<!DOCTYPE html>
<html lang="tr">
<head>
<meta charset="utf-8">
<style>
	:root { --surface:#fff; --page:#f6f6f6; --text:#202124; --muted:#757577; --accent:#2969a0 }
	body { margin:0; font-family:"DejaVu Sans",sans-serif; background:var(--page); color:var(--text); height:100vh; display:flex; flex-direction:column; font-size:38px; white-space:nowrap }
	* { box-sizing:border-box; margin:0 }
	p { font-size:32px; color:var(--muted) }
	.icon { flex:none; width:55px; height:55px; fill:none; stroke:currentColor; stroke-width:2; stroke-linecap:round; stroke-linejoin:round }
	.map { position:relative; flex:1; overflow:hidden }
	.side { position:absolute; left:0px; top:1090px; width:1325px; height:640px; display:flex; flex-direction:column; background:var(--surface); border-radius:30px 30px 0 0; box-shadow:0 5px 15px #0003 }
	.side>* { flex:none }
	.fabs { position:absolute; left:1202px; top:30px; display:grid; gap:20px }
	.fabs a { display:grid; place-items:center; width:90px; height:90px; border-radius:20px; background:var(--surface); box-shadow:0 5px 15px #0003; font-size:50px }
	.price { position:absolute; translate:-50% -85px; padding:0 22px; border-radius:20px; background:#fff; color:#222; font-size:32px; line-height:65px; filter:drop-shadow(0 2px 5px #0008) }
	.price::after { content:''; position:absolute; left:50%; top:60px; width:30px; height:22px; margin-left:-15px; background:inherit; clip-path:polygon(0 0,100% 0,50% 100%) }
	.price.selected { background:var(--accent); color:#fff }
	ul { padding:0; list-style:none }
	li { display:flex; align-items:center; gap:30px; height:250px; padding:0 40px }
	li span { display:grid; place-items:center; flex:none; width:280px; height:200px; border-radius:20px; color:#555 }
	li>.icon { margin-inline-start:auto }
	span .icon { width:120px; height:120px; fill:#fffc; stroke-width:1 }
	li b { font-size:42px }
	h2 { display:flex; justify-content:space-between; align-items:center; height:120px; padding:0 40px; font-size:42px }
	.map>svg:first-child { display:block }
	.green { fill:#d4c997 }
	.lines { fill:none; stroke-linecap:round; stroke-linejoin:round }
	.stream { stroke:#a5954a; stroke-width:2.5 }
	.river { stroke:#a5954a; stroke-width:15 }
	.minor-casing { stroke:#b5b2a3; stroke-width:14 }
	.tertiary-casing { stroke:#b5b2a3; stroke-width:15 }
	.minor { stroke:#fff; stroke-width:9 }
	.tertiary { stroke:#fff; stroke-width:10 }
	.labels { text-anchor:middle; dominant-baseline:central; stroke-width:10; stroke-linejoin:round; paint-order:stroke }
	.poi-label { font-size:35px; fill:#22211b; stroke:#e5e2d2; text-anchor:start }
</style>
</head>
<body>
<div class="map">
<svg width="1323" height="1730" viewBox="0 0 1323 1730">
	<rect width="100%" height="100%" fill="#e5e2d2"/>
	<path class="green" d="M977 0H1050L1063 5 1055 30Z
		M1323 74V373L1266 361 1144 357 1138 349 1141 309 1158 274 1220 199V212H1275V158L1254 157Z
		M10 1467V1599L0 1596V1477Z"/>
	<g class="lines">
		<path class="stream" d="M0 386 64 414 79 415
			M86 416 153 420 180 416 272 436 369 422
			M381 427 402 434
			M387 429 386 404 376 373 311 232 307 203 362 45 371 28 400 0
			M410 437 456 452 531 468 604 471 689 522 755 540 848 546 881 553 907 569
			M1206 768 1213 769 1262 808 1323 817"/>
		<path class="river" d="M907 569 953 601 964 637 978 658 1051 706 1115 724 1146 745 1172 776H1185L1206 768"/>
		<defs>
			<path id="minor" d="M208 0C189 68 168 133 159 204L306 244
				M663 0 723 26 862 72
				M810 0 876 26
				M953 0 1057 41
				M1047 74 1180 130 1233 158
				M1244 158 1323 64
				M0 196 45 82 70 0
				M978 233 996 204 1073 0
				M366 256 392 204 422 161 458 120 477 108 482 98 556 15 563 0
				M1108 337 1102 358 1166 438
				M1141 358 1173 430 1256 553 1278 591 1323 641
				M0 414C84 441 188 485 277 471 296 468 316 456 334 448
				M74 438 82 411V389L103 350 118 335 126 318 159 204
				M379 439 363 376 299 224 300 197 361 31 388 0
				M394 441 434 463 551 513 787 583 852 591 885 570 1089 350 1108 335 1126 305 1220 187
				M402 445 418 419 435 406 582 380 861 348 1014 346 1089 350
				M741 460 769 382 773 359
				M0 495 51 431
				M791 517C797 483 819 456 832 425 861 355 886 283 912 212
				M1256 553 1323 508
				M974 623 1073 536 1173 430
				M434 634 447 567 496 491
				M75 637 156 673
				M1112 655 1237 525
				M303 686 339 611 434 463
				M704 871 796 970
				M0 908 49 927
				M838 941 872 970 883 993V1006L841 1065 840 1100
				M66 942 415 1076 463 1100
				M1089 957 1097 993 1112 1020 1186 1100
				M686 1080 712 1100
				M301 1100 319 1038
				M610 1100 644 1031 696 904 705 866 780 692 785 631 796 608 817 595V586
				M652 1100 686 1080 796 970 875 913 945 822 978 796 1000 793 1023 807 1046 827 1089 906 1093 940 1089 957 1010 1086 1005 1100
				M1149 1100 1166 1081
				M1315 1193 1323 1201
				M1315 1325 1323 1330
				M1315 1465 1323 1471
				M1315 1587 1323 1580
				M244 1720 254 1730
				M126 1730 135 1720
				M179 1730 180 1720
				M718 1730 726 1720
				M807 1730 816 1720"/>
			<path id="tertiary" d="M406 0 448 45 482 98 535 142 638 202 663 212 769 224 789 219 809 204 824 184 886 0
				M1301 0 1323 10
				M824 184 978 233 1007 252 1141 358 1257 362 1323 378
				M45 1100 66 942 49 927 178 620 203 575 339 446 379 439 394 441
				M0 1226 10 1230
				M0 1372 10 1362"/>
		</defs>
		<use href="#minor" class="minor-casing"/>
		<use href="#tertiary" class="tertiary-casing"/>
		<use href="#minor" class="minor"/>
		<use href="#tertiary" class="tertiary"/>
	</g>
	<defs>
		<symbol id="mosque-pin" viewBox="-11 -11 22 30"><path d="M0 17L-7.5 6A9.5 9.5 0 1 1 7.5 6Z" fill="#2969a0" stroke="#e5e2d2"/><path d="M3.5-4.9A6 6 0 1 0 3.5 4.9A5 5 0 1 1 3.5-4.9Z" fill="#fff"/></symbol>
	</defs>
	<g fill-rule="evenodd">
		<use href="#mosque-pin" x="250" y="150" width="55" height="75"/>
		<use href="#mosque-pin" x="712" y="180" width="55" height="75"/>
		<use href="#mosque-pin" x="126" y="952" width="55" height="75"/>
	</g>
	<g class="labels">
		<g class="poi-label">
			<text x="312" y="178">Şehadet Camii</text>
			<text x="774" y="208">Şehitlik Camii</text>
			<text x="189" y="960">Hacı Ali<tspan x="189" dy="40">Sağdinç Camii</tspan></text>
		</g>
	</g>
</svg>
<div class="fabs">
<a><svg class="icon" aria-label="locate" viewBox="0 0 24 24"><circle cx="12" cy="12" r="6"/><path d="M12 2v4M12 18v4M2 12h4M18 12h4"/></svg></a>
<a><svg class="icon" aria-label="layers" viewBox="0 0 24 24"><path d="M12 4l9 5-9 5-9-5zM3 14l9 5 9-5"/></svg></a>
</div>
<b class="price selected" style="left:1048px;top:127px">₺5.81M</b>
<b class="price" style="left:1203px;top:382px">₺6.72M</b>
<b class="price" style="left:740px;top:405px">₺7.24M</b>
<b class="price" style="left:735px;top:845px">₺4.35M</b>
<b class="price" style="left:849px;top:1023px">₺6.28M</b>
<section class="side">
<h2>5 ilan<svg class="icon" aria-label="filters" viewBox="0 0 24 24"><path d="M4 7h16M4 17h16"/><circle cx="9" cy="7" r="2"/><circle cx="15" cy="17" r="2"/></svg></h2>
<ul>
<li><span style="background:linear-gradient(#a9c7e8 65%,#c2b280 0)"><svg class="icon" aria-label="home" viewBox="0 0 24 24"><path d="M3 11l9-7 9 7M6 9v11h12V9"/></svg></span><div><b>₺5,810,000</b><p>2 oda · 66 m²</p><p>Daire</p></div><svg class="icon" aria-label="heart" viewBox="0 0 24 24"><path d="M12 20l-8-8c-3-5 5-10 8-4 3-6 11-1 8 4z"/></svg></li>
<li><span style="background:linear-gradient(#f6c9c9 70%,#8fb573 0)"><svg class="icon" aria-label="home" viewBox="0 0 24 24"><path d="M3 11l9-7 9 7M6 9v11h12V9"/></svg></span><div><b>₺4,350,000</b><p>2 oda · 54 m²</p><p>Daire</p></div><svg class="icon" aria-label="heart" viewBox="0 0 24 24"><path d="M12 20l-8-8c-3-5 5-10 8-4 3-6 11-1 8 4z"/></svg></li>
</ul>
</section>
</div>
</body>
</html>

------------------------

§ EXERCISE BRIEF: Tell how many lines of the listing contain the string "linecap", giving the number without any other words.

§ EXERCISE RESULT: 2